I came away from Lindisfarne a little earlier than I had planned. But plans are made to be changed! Instead of moving inland, I hugged the coast, and headed south to Seahouses. The route took me past Bamburgh Castle – I thought about stopping at least to get a photo, but Bamburgh was also like an ant-hill – so I stayed on track and got to Seahouses about 12:45pm. That was also busy, but somehow I can accept that sort of little town being touristy and full of “stuff”. The parking lot was very full, and I dithered a bit, but found a space. As I got towards the end of the lot, I noticed that one of the boat companies had an office there, so I went and asked – I half expected that they’d have no room, but I got a place on the 1:15 boat out to the Farne Islands.
 |
| Looking north to Bamburgh |
 |
| and east to the Farnes |
Apart from not being in the evening, as I had originally hoped for the previous day, it was all I could have hoped for! The earlier clouds had lifted to give us some sun, the sea was pretty calm, and we were in one of three catamarans the company runs, which allows them to get close to the rocks. There was a crew of two, the captain who did all the commentary and was very knowledgeable, and another guy who moved around the boat. I’d hit lucky – there were only about 20 of us, and some of the other companies had way more passengers crammed in – we were able to move around freely.
 |
| Are we going in that? |
 |
| Way more space in this one! |
They took us out and around all the Farne Islands, which lie offshore between Bamburgh and Seahouses; they are cared for by the National Trust and are home to Atlantic grey seals and many species of seabird, including around 43,000 pairs of puffins, terns, guillemots and eider ducks. The Longstone Lighthouse on the outermost Farne has warned many ships off a dangerous part of the coast, and was the home to Grace Darling, who was hailed as a heroine for her part in a rescue in 1838.
 |
| The keeper's cottage, and the original "lighthouse" |
We weren’t allowed to land, because of avian flu, but many of the birds are nesting, and the naturalists are optimistic that last year’s losses will not be too much of a setback in regrowing the colonies.
 |
| Shags |
 |
| Cormorant |
We learned about the differences between cormorants and shags, how puffins are locally known as tommynoddies, and their young as pufflings. We learned how the guillemots take their young to the edge of the crags and encourage them to leap off – which is why they are known as jumplings – and we watched guillemot pairs with their single chick in the water – one parent standing (swimming) guard while the other goes fishing.
 |
| Guillemots with jumpling |
We spent some time with the grey seal colony – and got the invaluable information that a female seal can live more than 30 years, and spends 25 of them pregnant! However, labour apparently only lasts a minute!

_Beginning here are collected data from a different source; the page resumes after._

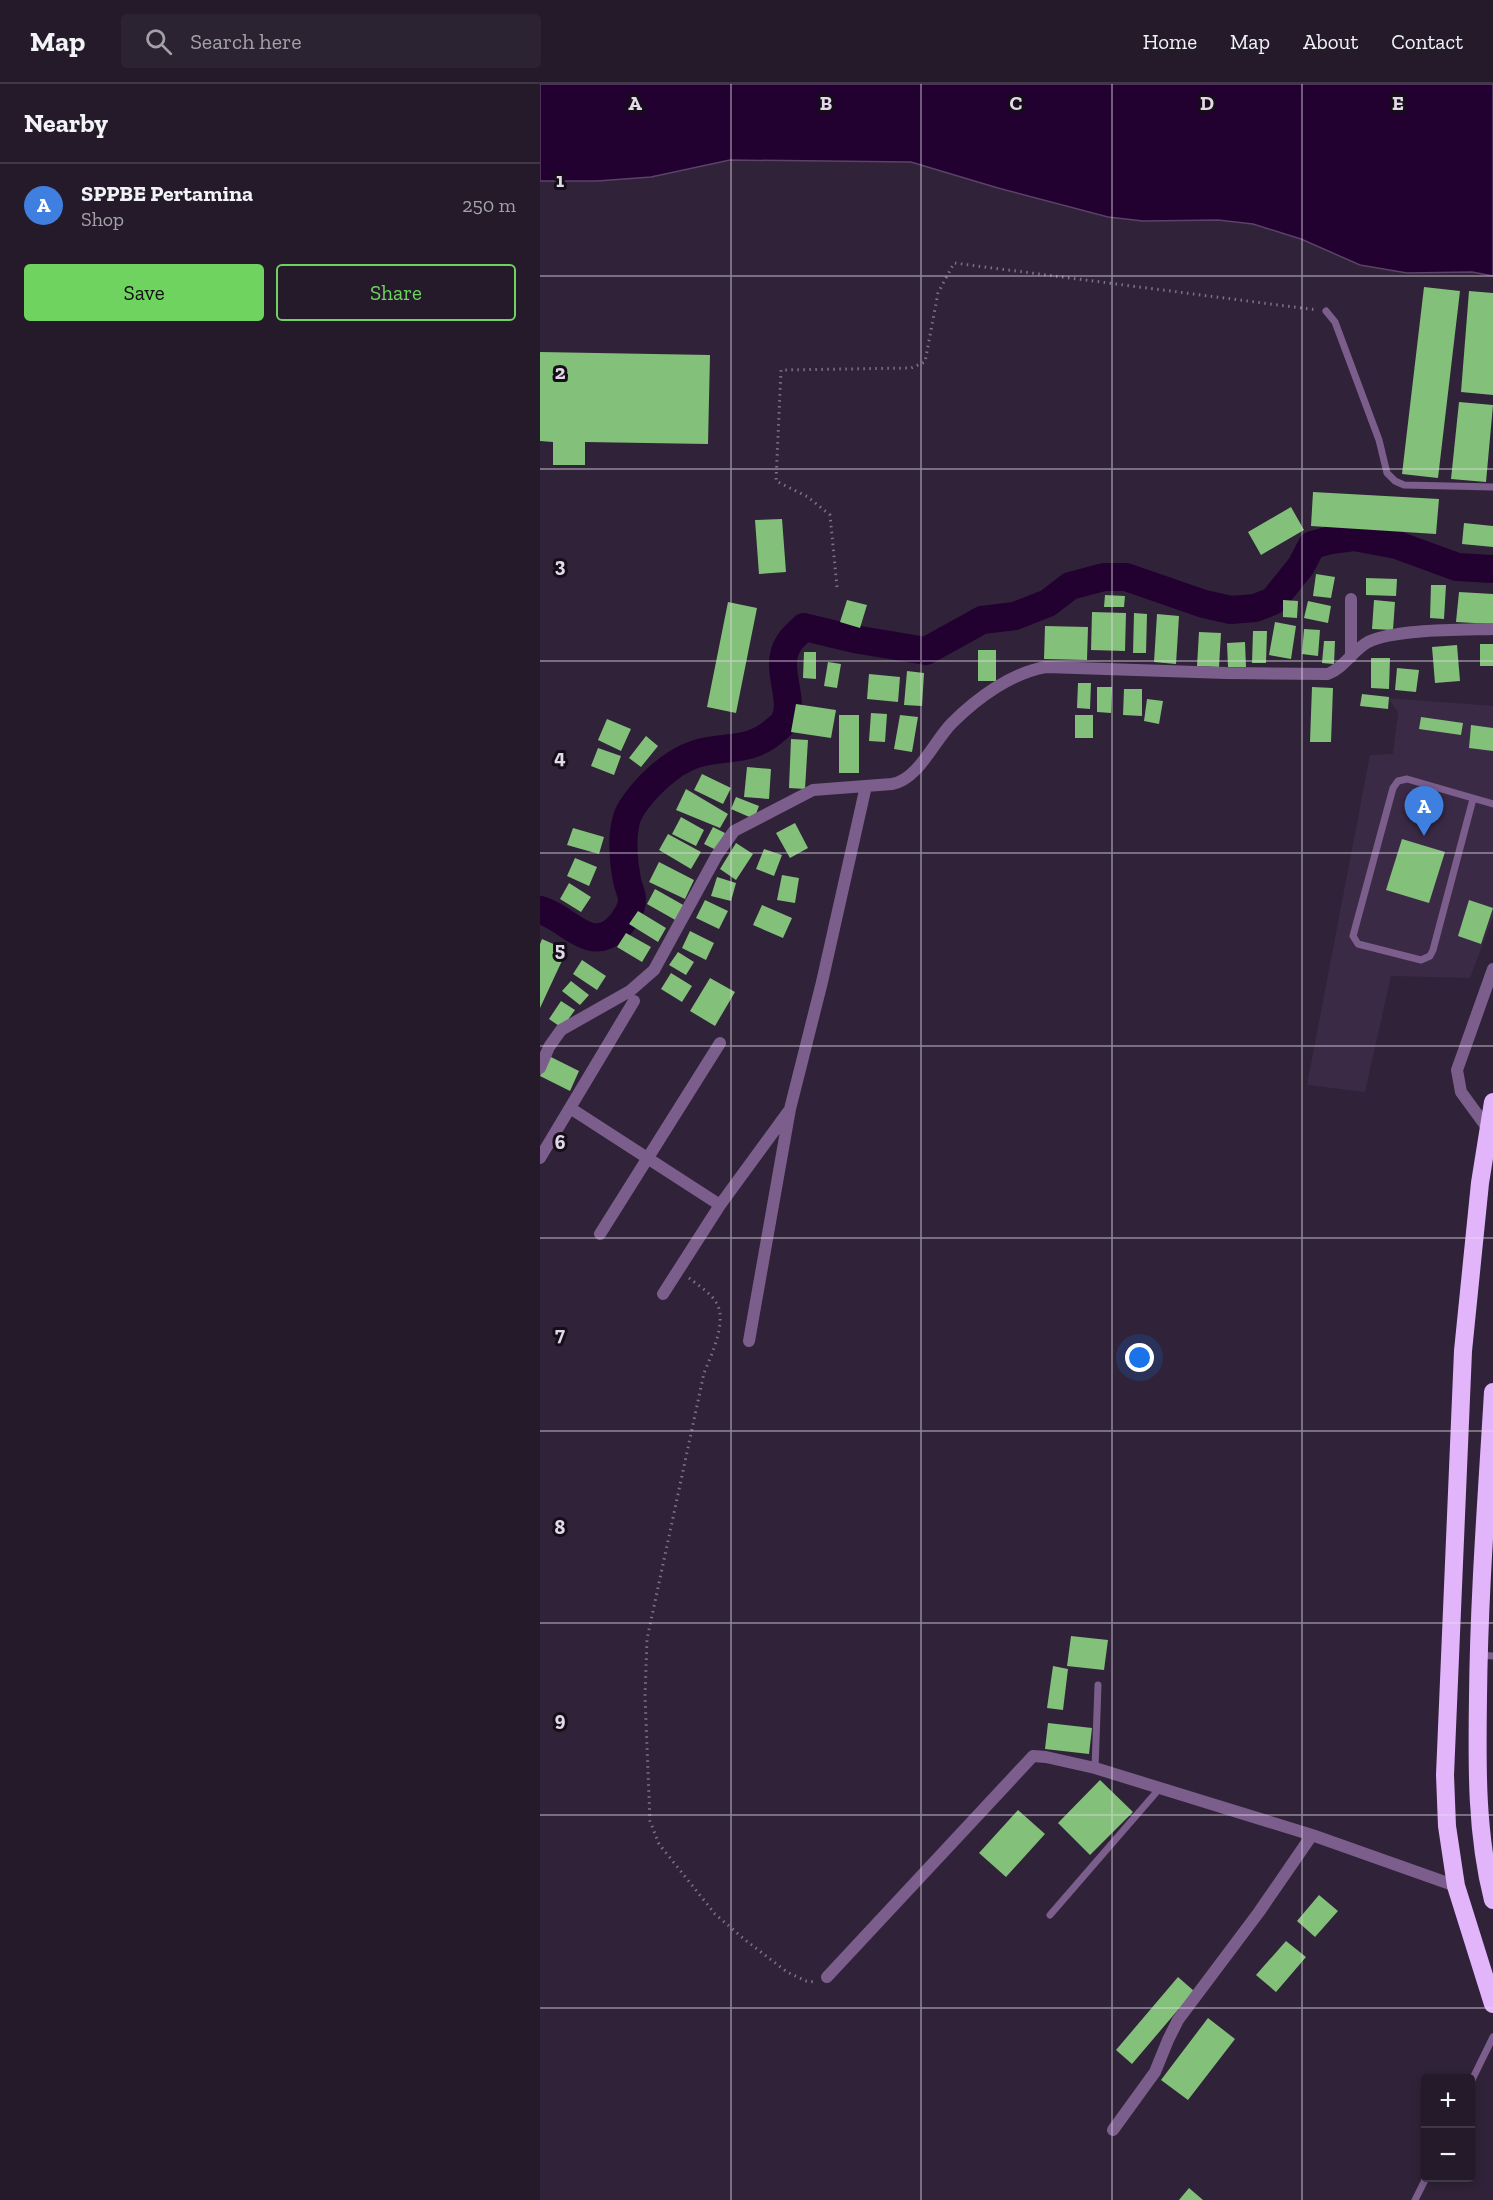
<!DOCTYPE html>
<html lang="en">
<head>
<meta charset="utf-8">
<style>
  body { margin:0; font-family:"Zilla Slab",serif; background:#2c2332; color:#f1f3f6 }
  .controls { position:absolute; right:18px; bottom:18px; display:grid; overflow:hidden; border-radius:6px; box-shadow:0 3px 9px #0003 }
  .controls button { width:54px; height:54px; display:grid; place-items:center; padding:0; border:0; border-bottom:2px solid #413847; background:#241a2a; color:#f1f3f6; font:30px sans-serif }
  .you { position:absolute; left:600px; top:1274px; width:21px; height:21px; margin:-15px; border:4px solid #fff; border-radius:50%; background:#1a73e8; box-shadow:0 0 0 9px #1a73e833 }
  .badge { display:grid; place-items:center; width:39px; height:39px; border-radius:50%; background:#6fd360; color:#fff; font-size:20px; font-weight:700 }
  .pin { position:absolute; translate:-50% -50px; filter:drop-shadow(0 2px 3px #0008) }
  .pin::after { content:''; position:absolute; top:32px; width:21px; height:18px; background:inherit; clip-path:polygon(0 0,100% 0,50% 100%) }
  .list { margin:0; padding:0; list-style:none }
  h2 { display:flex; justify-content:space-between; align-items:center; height:78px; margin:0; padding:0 24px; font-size:26px }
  h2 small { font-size:20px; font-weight:400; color:#a3a1a8 }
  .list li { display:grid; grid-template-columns:39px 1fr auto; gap:18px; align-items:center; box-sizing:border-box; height:84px; padding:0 24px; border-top:2px solid #413847 }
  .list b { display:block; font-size:22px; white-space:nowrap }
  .list p { margin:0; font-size:20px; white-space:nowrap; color:#a3a1a8 }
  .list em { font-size:20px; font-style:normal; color:#a3a1a8 }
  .actions { display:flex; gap:12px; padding:18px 24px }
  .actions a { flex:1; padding:14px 0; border:2px solid #6fd360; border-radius:6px; text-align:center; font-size:21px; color:#6fd360 }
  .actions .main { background:#6fd360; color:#111 }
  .icon { flex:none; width:33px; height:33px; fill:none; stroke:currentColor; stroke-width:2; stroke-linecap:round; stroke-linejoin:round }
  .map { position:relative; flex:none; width:953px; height:2116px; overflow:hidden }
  header { display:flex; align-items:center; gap:36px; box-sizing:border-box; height:84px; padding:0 30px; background:#241a2a; border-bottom:2px solid #413847 }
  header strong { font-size:28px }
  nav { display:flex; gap:33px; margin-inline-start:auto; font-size:21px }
  .search { width:420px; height:54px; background:#2c2332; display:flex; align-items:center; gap:15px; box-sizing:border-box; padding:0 21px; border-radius:6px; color:#a3a1a8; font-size:22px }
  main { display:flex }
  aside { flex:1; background:#241a2a }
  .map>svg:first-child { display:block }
  .built { fill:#3b2a45 }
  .water { fill:#220131; stroke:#5c4268; stroke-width:1.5 }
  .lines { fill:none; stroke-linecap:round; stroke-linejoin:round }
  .river { stroke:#220131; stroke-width:28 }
  .building { fill:#83c07a }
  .path { stroke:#7e7285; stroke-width:3; stroke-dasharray:1.5 4.5; stroke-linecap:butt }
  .lane { stroke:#7c5e8c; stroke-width:7 }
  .street { stroke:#7c5e8c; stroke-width:12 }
  .highway { stroke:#e2b5fb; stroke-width:18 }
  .grid { fill:none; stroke:#e3dae9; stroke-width:1.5; stroke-opacity:0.55 }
  .grid-label { font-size:20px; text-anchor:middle; font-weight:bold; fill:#e3dae9; stroke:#150e18; stroke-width:6; stroke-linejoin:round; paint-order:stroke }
</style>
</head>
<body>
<header>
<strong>Map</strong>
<div class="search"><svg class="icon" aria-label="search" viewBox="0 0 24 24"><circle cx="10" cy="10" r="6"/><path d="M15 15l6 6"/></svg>Search here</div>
<nav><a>Home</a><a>Map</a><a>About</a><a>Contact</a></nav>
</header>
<main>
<aside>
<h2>Nearby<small></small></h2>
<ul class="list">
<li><span class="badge" style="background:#3f7fe0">A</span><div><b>SPPBE Pertamina</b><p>Shop</p></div><em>250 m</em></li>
</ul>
<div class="actions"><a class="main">Save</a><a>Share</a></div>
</aside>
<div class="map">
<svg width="953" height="2116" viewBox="0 0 953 2116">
  <rect width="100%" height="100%" fill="#302238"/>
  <path class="built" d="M848 614 953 622V833L930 894 851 892 825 1008 767 1001 830 671 853 670 858 628Z"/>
  <path class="water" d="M0 0H953V192L932 188 867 189 820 181 761 155 713 140 678 136 603 137 568 133 458 104 371 78 190 76 111 93 57 97H0Z"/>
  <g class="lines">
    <path class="river" d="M0 826C26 832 49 870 76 845 84 838 93 824 92 814 91 808 88 802 87 796 83 777 80 742 91 725 105 703 131 678 156 670 184 661 208 669 233 648 236 645 241 642 243 639 258 617 232 584 249 559 253 553 259 548 264 543L314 555 386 567 442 536 475 532 508 519 530 502 564 493H586L664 520 691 526 715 524 733 517 761 482 772 461 791 456 814 453 857 461 917 483 953 485"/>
  </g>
  <path class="building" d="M884 203 920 207 898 394 862 390Z
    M929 207 953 209V311L921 308Z
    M0 268 170 271 168 360 45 358V381H13V358L0 357Z
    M919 318 953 321 946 398 911 395Z
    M773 408 899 415 896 450 771 442Z
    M751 423 764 446 721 471 708 448Z
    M242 435 246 488 219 490 215 436Z
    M924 439 953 442V463L922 460Z
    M776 490 795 493 791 514 773 512Z
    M826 494 857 495 856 512 826 511Z
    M891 501H906L904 535 890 534Z
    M919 508 953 510V540L916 538Z
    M565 511 585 512 584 523H564Z
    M307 516 327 521 320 544 300 538Z
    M743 516 758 517 757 534 743 533Z
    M834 516 855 518 853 546 832 545Z
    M768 517 791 522 788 539 764 534Z
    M188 518 217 524 196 629 167 623Z
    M552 528 586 529 585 567 551 566Z
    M594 529 607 530 606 569H593Z
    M617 530 639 532 636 580 614 578Z
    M735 538 756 542 751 575 729 571Z
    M505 542 548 543 547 576 504 575Z
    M764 545 780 546 778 572 762 570Z
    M713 547H727L726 579H712Z
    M659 548 681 549 679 583 657 582Z
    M784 557H795L794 580 782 579Z
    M705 558 706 583H688L687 559Z
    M940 560H953V582H940Z
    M917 561 920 597 895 599 892 563Z
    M438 566H456V597H438Z
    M264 568H276V595L263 594Z
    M831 574H850L849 605 831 604Z
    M288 578 301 580 297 604 284 602Z
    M857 584 879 586 876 608 855 606Z
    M367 587 384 589 382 622 364 621Z
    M329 590 360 593 358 618 327 615Z
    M538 599H551L550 625 537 624Z
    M557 603H572L571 629 557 628Z
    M772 603 793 604 791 658H770Z
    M584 605H602V632L583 631Z
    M822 610 849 613 848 625 820 622Z
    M607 615 623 617 619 640 604 637Z
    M256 620 296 626 291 654 251 648Z
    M331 629 347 630 345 658 329 657Z
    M299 631H319V689H299Z
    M360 631 378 633 372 668 354 665Z
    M535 631H553V654H535Z
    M881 633 923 639 921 651 879 645Z
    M67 635 91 645 81 667 58 656Z
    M931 641 953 644V667L929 664Z
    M106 652 118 662 101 683 89 674Z
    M251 655 268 656 265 705 249 704Z
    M58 664 81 672 74 691 51 682Z
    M207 683 231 685 229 715 204 713Z
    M162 690 191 704 183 720 154 706Z
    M146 705 188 730 180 744 136 726Z
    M196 713 219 722 214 735 191 725Z
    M141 733 164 746 156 762 132 750Z
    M255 739 268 764 250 774 236 749Z
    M173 743 185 749 176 766 164 760Z
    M33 744 64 753 59 770 27 761Z
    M128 750 161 768 151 785 119 766Z
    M862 755 905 768 889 819 846 806Z
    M196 759 213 770 196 796 180 785Z
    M224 765 242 771 234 792 216 785Z
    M35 774 57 783 49 802 27 792Z
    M119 778 154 796 145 815 109 798Z
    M242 791 259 794 255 819 237 816Z
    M177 793 196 799 191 817 171 812Z
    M29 799 51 813 41 828 20 815Z
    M115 805 145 822 137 837 107 820Z
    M165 816 188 827 179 845 156 834Z
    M929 816 953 824 941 860 918 852Z
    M222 821 252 834 243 854 213 841Z
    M98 827 126 844 118 858 89 840Z
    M150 847 174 859 166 876 142 864Z
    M86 849 111 863 102 878 77 863Z
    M2 855 27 866 0 924V860Z
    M138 868 154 878 146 891 129 881Z
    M42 876 66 892 57 906 33 890Z
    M131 889 152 902 142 918 121 905Z
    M170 894 195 908 175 942 150 927Z
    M31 897 49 911 40 921 22 907Z
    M21 917 35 926 22 944 9 935Z
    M9 972 39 987 30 1007 0 992Z
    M531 1552 568 1556 564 1586 527 1582Z
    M513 1582 528 1585 523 1626 507 1624Z
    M508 1639 552 1644 549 1670 505 1665Z
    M560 1696 593 1728 550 1771 518 1739Z
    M478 1726 505 1750 466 1793 439 1769Z
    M779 1811 798 1827 775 1853 757 1837Z
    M746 1857 766 1873 736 1908 716 1891Z
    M638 1893 654 1907 592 1980 576 1966Z
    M668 1934 695 1955 648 2016 621 1996Z
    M649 2104 663 2116H639Z"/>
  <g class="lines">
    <path class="path" d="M297 503 290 431 268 413 236 397 241 286 371 284 385 278 398 209 414 179 777 226
      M149 1194C158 1201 172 1210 177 1220 187 1238 171 1272 164 1289L107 1555 105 1612 110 1737 119 1760 175 1830 204 1855 247 1888 266 1897 276 1898"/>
    <path class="lane" d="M786 227 795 238 839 356 847 389 855 397 864 401 953 403
      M933 715 893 866 890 872 881 876 818 860 813 852 853 704 858 697 867 695 953 720
      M940 1571 953 1572
      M555 1684 558 1601
      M510 1831 620 1704
      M930 2000 953 1953
      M875 2116 886 2094"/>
    <path class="street" d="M811 515V573
      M0 984 9 963 21 946 90 907 114 886 177 771 194 747 273 706 352 700C378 696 394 657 412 639 437 614 471 589 506 583L686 589 788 590C804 584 813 566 828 558 855 545 921 546 953 545
      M30 1024 180 1121
      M948 1045 921 1008 917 986 953 885
      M0 1074 94 917
      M60 1150 180 959
      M123 1210 180 1121 248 1028
      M209 1257 250 1025 282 898 326 702
      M287 1893 493 1672 506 1673 555 1684 772 1751 916 1802
      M573 2046 615 1988 628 1956 638 1936 719 1828 772 1751"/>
    <path class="highway" d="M953 1018 940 1099 923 1267 905 1691 907 1742 916 1802 953 1920
      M953 1308C947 1410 939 1511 938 1613 937 1682 936 1749 953 1816"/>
  </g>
  <path class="grid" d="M191 0V2116M381 0V2116M572 0V2116M762 0V2116M0 192H953M0 385H953M0 577H953M0 769H953M0 962H953M0 1154H953M0 1347H953M0 1539H953M0 1731H953M0 1924H953"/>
  <g class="grid-label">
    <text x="95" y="26">A</text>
    <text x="286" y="26">B</text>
    <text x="476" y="26">C</text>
    <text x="667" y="26">D</text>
    <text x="858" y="26">E</text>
    <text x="20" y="103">1</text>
    <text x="20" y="295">2</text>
    <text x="20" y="488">3</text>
    <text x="20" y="680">4</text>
    <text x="20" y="872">5</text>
    <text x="20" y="1065">6</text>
    <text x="20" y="1257">7</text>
    <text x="20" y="1450">8</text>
    <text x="20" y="1642">9</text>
  </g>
</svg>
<div class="controls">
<button>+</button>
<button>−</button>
</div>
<div class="you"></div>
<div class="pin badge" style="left:884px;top:752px;background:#3f7fe0">A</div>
</div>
</main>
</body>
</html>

We watched the arctic tern colony soaring and diving, soaring and diving, over and over. Their migration takes them from as far north as Greenland and Iceland all the way to the Antarctic. There is a strong breeding colony on the Farnes, close to where the National Trust Rangers are based – I bet life is not quiet there!
 |
| Birds birds birds |
As we motored back to shore, I could see Lindisfarne Castle in the distance to the north, Bamburgh Castle directly ahead of us, and Dunstanburgh to the south. A reminder that the border counties were frequently NOT peaceful.